▶ **Exercise aim**: Keeping every word in place, write out the entries that come next.

[Saved entries]

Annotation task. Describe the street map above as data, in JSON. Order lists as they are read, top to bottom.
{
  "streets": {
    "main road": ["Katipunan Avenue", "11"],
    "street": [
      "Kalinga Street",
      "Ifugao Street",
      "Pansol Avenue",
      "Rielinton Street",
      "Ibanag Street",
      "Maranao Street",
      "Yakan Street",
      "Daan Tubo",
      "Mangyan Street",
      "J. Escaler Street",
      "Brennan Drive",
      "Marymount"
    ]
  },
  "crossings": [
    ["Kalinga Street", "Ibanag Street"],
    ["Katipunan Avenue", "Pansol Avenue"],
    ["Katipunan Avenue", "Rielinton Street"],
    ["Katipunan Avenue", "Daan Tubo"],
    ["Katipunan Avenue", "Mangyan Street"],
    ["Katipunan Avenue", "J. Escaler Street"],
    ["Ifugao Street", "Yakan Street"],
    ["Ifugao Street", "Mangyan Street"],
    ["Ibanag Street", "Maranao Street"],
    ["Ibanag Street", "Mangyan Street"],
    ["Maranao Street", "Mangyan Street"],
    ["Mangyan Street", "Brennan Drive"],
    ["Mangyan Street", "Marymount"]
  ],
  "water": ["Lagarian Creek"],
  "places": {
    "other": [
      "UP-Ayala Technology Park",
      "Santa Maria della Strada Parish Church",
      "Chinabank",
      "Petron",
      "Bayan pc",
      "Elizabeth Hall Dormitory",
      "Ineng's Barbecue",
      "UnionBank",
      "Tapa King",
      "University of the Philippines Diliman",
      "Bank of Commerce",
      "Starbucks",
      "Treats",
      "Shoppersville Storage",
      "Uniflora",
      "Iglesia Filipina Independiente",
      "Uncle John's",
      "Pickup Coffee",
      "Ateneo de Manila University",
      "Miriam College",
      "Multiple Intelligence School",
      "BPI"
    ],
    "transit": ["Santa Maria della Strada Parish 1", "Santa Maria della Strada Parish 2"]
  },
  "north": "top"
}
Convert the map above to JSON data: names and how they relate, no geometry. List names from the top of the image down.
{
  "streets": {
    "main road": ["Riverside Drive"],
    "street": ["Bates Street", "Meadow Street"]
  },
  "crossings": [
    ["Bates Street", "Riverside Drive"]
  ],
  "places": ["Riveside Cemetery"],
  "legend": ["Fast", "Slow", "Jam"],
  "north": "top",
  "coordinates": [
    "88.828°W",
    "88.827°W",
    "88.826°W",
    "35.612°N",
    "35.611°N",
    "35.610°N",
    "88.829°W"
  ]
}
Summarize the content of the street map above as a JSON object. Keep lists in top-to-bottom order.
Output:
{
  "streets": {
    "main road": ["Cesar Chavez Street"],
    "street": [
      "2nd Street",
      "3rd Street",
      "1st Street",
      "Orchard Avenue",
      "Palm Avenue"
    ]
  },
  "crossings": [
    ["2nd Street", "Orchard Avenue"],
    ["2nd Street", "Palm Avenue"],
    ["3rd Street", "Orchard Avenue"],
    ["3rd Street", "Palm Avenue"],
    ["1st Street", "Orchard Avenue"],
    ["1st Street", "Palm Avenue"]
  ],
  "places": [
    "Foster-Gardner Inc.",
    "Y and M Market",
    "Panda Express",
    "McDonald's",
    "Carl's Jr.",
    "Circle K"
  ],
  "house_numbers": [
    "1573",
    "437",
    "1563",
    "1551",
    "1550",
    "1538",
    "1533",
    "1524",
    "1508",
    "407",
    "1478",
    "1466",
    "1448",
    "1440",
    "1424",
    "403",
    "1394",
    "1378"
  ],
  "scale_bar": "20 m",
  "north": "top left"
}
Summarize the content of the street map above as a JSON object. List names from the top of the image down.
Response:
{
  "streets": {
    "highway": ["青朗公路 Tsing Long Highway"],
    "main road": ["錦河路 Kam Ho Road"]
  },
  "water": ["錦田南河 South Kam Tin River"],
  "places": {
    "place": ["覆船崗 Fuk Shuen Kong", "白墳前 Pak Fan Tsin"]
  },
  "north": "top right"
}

▶ **Result of the exercise**:
Annotation task. Describe the street map above as data, in JSON. Order lists as they are read, top to bottom.
{
  "streets": {
    "main road": ["Katipunan Avenue", "11"],
    "street": [
      "Kalinga Street",
      "Ifugao Street",
      "Pansol Avenue",
      "Rielinton Street",
      "Ibanag Street",
      "Maranao Street",
      "Yakan Street",
      "Daan Tubo",
      "Mangyan Street",
      "J. Escaler Street",
      "Brennan Drive",
      "Marymount"
    ]
  },
  "crossings": [
    ["Kalinga Street", "Ibanag Street"],
    ["Katipunan Avenue", "Pansol Avenue"],
    ["Katipunan Avenue", "Rielinton Street"],
    ["Katipunan Avenue", "Daan Tubo"],
    ["Katipunan Avenue", "Mangyan Street"],
    ["Katipunan Avenue", "J. Escaler Street"],
    ["Ifugao Street", "Yakan Street"],
    ["Ifugao Street", "Mangyan Street"],
    ["Ibanag Street", "Maranao Street"],
    ["Ibanag Street", "Mangyan Street"],
    ["Maranao Street", "Mangyan Street"],
    ["Mangyan Street", "Brennan Drive"],
    ["Mangyan Street", "Marymount"]
  ],
  "water": ["Lagarian Creek"],
  "places": {
    "other": [
      "UP-Ayala Technology Park",
      "Santa Maria della Strada Parish Church",
      "Chinabank",
      "Petron",
      "Bayan pc",
      "Elizabeth Hall Dormitory",
      "Ineng's Barbecue",
      "UnionBank",
      "Tapa King",
      "University of the Philippines Diliman",
      "Bank of Commerce",
      "Starbucks",
      "Treats",
      "Shoppersville Storage",
      "Uniflora",
      "Iglesia Filipina Independiente",
      "Uncle John's",
      "Pickup Coffee",
      "Ateneo de Manila University",
      "Miriam College",
      "Multiple Intelligence School",
      "BPI"
    ],
    "transit": ["Santa Maria della Strada Parish 1", "Santa Maria della Strada Parish 2"]
  },
  "north": "top"
}
Convert the map above to JSON data: names and how they relate, no geometry. List names from the top of the image down.
{
  "streets": {
    "main road": ["Riverside Drive"],
    "street": ["Bates Street", "Meadow Street"]
  },
  "crossings": [
    ["Bates Street", "Riverside Drive"]
  ],
  "places": ["Riveside Cemetery"],
  "legend": ["Fast", "Slow", "Jam"],
  "north": "top",
  "coordinates": [
    "88.828°W",
    "88.827°W",
    "88.826°W",
    "35.612°N",
    "35.611°N",
    "35.610°N",
    "88.829°W"
  ]
}
Summarize the content of the street map above as a JSON object. Keep lists in top-to-bottom order.
Output:
{
  "streets": {
    "main road": ["Cesar Chavez Street"],
    "street": [
      "2nd Street",
      "3rd Street",
      "1st Street",
      "Orchard Avenue",
      "Palm Avenue"
    ]
  },
  "crossings": [
    ["2nd Street", "Orchard Avenue"],
    ["2nd Street", "Palm Avenue"],
    ["3rd Street", "Orchard Avenue"],
    ["3rd Street", "Palm Avenue"],
    ["1st Street", "Orchard Avenue"],
    ["1st Street", "Palm Avenue"]
  ],
  "places": [
    "Foster-Gardner Inc.",
    "Y and M Market",
    "Panda Express",
    "McDonald's",
    "Carl's Jr.",
    "Circle K"
  ],
  "house_numbers": [
    "1573",
    "437",
    "1563",
    "1551",
    "1550",
    "1538",
    "1533",
    "1524",
    "1508",
    "407",
    "1478",
    "1466",
    "1448",
    "1440",
    "1424",
    "403",
    "1394",
    "1378"
  ],
  "scale_bar": "20 m",
  "north": "top left"
}
Summarize the content of the street map above as a JSON object. List names from the top of the image down.
Response:
{
  "streets": {
    "highway": ["青朗公路 Tsing Long Highway"],
    "main road": ["錦河路 Kam Ho Road"]
  },
  "water": ["錦田南河 South Kam Tin River"],
  "places": {
    "place": ["覆船崗 Fuk Shuen Kong", "白墳前 Pak Fan Tsin"]
  },
  "north": "top right"
}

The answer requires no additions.